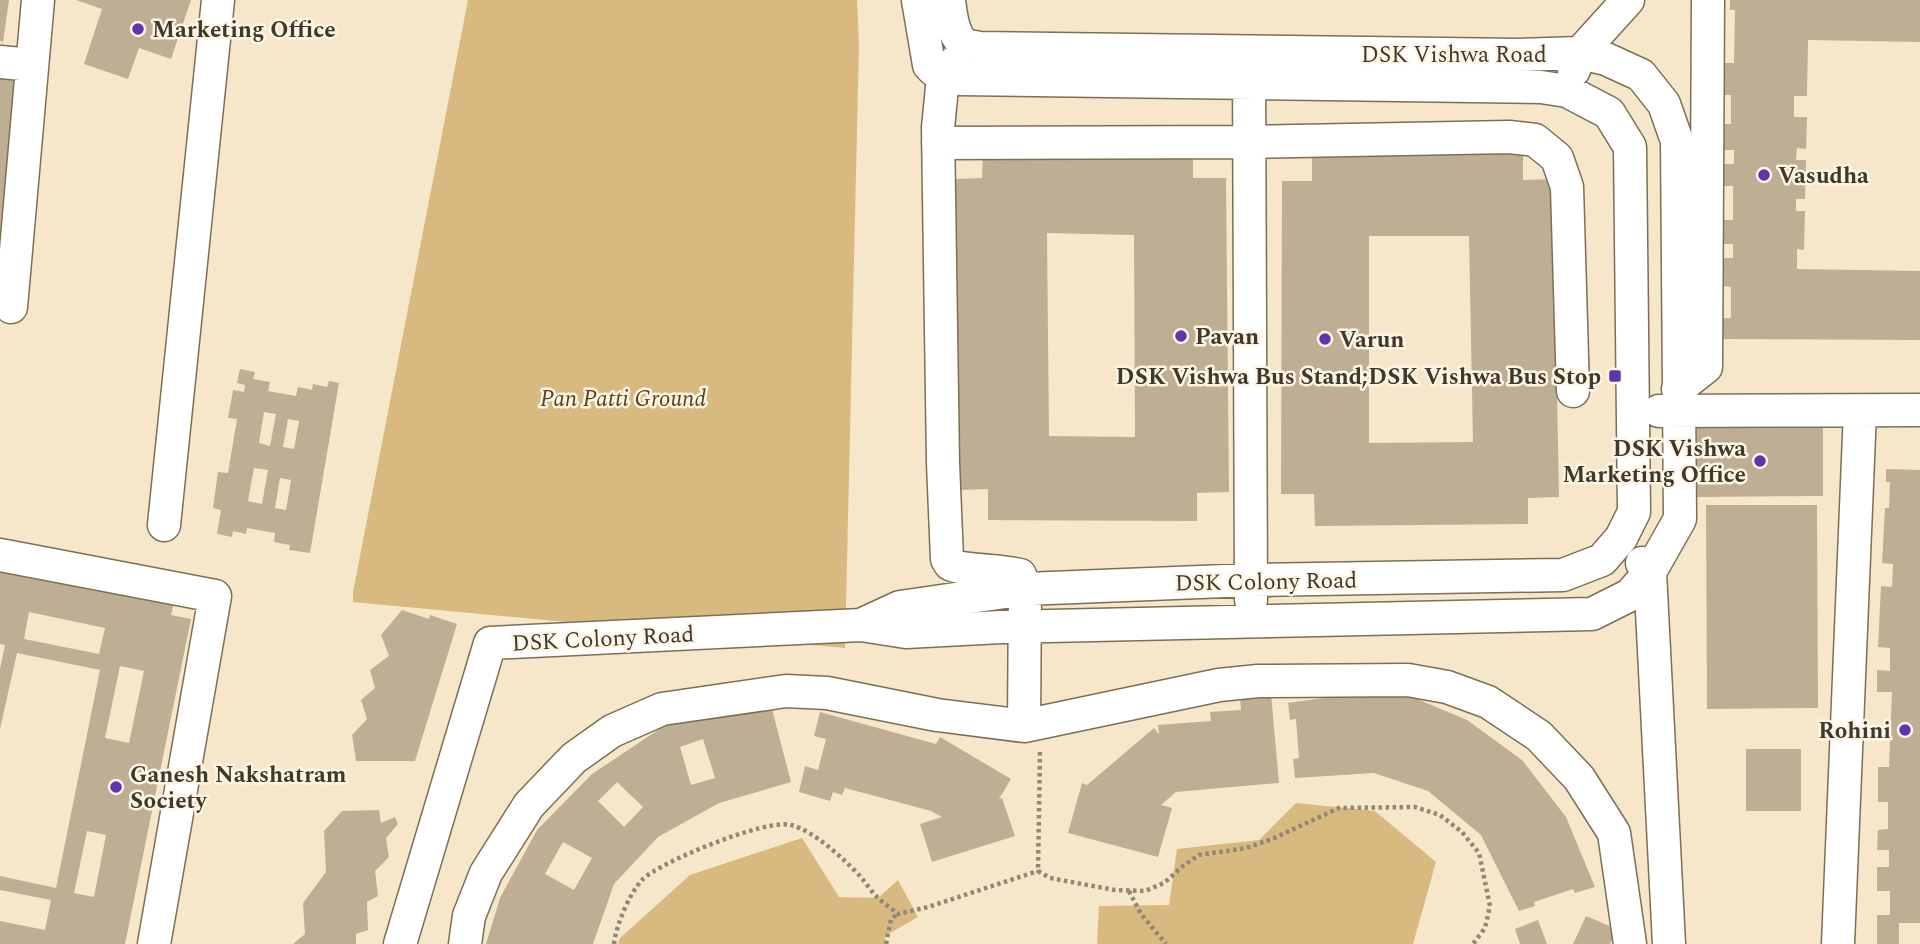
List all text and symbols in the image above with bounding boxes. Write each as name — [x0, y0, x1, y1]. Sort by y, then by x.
place label: Marketing Office — [152, 13, 336, 48]
marker: Marketing Office — [130, 21, 146, 37]
street label: DSK Vishwa Road — [1361, 38, 1547, 73]
place label: Vasudha — [1778, 159, 1869, 194]
marker: Vasudha — [1756, 167, 1772, 183]
place label: Pavan — [1195, 320, 1259, 355]
place label: Varun — [1339, 323, 1404, 358]
marker: Pavan — [1173, 328, 1189, 344]
marker: Varun — [1317, 331, 1333, 347]
place label: DSK Vishwa Bus Stand;DSK Vishwa Bus Stop — [1116, 360, 1601, 395]
marker: DSK Vishwa Bus Stand;DSK Vishwa Bus Stop — [1607, 368, 1623, 384]
park label: Pan Patti Ground — [540, 382, 706, 417]
place label: DSK Vishwa Marketing Office — [1562, 432, 1746, 493]
marker: DSK Vishwa Marketing Office — [1752, 453, 1768, 469]
street label: DSK Colony Road — [1175, 563, 1358, 602]
street label: DSK Colony Road — [511, 617, 695, 662]
place label: Rohini — [1818, 714, 1891, 749]
marker: Rohini — [1897, 722, 1913, 738]
place label: Ganesh Nakshatram Society — [130, 758, 347, 819]
marker: Ganesh Nakshatram Society — [108, 779, 124, 795]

☆ ☆ ☆

§ WHAT IS BEING ASKED
Copy every line of the entries in which "Nakshatram" can be found.

§ RESULT FOR THIS TASK
place label: Ganesh Nakshatram Society — [130, 758, 347, 819]
marker: Ganesh Nakshatram Society — [108, 779, 124, 795]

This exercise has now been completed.